■ BRIEF ■
For the data below, work out how many lines contain the word "compass" and supply only that number.

(SOURCE DATA)

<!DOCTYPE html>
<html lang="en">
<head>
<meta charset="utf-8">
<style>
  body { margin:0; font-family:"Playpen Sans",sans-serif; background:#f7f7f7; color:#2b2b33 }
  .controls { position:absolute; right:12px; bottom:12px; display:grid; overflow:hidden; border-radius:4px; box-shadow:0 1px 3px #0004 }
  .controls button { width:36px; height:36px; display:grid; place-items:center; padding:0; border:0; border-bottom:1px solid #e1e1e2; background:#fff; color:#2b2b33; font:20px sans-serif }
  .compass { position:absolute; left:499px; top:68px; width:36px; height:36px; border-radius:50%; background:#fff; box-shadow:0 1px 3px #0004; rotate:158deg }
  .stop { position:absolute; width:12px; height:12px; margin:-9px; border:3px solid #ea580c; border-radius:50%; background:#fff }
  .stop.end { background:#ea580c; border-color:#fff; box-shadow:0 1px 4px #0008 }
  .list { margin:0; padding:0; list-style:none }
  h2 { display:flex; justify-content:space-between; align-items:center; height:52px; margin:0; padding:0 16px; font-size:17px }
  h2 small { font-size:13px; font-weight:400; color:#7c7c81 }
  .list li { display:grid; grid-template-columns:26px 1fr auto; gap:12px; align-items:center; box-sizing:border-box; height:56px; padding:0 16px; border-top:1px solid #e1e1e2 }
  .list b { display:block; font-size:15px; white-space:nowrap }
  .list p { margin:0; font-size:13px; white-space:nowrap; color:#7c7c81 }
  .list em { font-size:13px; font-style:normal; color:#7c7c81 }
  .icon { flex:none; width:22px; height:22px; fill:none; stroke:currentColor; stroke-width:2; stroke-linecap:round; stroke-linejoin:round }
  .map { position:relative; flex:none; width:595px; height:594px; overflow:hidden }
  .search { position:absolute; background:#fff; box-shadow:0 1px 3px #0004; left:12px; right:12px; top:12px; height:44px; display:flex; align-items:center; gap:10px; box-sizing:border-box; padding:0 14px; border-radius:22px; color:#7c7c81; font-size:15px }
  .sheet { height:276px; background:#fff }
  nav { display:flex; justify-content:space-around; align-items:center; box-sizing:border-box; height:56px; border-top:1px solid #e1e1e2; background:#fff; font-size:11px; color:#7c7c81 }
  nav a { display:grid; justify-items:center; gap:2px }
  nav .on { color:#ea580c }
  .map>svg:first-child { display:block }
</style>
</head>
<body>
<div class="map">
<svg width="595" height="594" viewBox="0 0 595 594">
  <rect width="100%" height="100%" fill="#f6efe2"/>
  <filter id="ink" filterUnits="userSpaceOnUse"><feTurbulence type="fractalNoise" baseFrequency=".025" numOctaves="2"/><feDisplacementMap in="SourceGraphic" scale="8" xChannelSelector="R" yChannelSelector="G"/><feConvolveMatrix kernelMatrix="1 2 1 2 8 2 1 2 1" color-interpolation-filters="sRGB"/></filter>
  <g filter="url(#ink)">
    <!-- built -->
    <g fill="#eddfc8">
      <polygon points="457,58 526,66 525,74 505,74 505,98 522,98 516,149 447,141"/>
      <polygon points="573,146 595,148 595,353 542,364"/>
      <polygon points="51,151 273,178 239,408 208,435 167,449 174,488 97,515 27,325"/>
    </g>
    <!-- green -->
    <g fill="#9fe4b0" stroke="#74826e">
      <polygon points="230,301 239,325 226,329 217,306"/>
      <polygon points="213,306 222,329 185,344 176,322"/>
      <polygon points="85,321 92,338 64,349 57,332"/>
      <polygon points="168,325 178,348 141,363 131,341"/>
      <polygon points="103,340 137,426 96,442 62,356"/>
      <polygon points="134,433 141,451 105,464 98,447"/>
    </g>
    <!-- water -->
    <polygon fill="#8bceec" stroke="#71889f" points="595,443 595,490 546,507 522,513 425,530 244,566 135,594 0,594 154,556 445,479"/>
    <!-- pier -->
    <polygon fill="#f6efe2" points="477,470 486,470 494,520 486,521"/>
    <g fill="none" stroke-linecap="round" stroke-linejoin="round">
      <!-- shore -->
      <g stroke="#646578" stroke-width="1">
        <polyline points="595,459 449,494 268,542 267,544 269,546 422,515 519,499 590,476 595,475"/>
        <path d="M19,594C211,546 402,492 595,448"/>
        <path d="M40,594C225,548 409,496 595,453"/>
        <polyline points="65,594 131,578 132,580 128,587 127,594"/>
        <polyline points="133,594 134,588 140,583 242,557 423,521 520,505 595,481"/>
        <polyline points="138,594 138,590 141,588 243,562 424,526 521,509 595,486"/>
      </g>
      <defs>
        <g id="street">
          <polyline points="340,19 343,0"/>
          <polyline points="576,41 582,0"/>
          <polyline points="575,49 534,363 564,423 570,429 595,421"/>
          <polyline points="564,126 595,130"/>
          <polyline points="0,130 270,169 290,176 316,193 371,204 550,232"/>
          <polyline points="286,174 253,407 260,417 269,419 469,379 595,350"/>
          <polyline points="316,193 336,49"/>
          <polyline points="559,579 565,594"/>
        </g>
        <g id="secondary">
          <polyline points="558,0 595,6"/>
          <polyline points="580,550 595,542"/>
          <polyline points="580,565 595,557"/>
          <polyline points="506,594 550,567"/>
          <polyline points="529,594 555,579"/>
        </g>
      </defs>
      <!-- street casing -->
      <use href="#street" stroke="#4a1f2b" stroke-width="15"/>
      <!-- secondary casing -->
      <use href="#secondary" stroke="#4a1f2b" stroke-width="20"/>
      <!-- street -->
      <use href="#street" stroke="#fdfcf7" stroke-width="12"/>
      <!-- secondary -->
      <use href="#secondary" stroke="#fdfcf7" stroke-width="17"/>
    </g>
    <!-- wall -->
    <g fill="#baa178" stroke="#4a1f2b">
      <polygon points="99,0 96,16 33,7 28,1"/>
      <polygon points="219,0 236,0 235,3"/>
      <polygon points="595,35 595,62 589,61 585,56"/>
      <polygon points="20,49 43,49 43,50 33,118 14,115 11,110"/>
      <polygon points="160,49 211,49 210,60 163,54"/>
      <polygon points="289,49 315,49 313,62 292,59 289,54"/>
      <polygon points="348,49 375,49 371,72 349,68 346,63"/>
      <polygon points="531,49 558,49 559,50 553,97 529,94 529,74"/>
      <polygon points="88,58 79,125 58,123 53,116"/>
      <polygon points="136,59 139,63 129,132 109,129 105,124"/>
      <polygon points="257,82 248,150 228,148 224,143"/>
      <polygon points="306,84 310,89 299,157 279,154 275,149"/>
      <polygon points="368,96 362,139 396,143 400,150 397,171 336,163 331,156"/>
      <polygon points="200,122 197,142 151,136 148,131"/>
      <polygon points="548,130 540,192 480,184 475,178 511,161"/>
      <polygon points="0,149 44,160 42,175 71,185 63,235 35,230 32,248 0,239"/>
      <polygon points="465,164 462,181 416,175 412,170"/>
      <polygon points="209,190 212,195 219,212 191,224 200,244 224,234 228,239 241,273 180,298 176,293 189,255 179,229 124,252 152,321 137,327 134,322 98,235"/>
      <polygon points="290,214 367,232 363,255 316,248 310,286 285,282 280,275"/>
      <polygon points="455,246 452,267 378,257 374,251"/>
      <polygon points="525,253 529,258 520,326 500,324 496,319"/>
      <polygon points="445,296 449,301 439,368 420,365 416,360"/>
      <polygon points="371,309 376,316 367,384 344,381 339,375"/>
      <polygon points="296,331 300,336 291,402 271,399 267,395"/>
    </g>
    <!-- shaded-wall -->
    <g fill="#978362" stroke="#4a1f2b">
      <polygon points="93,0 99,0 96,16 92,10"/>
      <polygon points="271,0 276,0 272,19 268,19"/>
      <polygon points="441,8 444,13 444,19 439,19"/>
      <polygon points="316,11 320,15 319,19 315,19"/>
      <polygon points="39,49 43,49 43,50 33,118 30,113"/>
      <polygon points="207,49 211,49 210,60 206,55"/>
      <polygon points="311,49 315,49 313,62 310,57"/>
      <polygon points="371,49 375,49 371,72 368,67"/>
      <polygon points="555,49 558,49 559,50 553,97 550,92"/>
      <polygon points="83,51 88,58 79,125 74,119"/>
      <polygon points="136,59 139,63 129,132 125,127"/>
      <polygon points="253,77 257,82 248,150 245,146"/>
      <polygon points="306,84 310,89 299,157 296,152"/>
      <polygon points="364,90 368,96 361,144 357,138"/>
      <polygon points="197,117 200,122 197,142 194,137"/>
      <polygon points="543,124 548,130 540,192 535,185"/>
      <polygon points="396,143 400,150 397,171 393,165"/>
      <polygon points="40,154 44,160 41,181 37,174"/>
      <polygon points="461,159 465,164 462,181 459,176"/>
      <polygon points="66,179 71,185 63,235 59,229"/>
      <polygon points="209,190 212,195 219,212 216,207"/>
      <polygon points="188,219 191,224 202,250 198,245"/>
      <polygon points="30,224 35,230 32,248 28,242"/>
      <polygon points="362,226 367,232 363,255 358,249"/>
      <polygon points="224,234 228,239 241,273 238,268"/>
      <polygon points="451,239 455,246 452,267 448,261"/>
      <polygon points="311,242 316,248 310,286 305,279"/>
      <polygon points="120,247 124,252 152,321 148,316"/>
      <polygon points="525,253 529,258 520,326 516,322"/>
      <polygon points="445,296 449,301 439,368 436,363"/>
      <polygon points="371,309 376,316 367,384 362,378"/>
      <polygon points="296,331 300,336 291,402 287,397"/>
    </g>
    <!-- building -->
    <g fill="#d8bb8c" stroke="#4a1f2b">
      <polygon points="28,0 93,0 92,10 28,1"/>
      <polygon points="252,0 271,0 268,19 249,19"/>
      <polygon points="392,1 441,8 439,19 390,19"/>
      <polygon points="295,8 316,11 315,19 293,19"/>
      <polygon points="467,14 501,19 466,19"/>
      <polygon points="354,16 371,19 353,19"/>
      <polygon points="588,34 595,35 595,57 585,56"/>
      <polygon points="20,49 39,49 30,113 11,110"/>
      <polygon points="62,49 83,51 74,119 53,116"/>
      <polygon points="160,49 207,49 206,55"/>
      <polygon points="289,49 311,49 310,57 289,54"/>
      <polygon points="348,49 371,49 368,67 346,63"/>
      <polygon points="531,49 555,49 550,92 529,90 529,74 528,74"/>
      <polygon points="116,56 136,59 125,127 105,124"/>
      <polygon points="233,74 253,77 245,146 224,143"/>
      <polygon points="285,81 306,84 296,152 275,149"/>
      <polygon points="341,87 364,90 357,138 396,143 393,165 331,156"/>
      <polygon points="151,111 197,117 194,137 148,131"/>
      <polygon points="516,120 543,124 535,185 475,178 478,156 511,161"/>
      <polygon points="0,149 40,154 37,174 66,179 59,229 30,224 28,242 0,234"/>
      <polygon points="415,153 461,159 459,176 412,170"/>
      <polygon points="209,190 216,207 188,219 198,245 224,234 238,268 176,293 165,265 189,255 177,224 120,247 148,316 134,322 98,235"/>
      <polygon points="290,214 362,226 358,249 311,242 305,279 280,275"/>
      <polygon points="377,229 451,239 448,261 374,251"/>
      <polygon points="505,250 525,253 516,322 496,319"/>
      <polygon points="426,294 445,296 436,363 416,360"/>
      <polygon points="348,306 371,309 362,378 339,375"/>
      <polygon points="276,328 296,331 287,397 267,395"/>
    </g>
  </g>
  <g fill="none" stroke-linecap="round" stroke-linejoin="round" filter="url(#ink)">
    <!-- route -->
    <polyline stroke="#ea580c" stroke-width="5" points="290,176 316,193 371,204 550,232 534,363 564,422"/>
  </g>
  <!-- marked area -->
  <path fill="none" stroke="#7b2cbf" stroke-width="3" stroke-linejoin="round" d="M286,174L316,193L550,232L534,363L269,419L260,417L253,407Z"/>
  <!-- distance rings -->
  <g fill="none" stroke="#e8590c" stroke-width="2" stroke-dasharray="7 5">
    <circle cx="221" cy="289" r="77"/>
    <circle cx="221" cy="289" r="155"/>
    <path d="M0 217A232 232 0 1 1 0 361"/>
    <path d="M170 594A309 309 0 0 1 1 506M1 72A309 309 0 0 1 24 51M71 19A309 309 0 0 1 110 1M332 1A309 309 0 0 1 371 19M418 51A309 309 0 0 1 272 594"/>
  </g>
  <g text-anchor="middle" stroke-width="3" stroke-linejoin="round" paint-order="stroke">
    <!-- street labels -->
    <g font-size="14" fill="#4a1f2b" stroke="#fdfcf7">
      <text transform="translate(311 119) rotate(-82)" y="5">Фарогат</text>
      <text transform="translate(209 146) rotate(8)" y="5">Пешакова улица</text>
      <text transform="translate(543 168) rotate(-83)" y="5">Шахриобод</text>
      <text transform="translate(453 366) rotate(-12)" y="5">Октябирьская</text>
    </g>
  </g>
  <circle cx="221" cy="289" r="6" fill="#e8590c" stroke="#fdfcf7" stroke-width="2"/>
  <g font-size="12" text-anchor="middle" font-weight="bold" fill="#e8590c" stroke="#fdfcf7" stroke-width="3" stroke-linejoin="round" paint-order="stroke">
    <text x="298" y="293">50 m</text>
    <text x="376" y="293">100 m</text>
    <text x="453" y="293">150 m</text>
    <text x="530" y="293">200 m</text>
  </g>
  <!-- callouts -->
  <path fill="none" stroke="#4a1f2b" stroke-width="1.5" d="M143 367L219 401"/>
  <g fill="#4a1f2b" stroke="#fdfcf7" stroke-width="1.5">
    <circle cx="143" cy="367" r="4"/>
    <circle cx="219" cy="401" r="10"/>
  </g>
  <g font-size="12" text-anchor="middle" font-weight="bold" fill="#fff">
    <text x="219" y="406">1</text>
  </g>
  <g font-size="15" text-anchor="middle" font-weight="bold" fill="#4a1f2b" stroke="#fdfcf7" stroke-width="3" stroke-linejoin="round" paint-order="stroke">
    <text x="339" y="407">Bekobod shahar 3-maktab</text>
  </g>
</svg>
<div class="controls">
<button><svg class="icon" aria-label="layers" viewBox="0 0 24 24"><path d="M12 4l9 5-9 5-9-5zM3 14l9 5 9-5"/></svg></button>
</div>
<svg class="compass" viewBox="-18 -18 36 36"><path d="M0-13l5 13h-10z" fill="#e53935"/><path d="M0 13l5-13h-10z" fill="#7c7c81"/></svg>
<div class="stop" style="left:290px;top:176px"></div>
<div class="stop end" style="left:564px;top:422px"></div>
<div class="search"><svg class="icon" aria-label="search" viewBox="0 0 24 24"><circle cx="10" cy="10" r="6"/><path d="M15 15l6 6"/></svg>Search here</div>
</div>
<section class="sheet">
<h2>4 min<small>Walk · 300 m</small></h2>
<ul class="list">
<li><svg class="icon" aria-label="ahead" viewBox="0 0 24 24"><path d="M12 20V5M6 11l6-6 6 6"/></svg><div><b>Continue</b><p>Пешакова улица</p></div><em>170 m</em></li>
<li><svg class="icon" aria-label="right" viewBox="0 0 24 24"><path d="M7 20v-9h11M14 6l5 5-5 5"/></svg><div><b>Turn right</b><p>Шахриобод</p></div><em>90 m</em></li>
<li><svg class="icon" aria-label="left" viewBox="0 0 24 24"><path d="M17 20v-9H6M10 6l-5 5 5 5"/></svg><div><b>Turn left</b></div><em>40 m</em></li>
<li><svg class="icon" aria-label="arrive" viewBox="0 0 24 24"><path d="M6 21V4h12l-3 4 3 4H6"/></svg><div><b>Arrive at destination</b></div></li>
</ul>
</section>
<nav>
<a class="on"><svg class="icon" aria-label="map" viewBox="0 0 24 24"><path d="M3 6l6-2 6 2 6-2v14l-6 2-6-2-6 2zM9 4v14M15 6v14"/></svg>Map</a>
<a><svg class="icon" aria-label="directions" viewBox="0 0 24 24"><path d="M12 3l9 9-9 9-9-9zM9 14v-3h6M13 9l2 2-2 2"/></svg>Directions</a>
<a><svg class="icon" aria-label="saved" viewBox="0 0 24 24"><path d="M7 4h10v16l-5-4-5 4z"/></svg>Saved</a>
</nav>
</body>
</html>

(End SOURCE DATA)

■ ANSWER TO THIS PROBLEM ■
2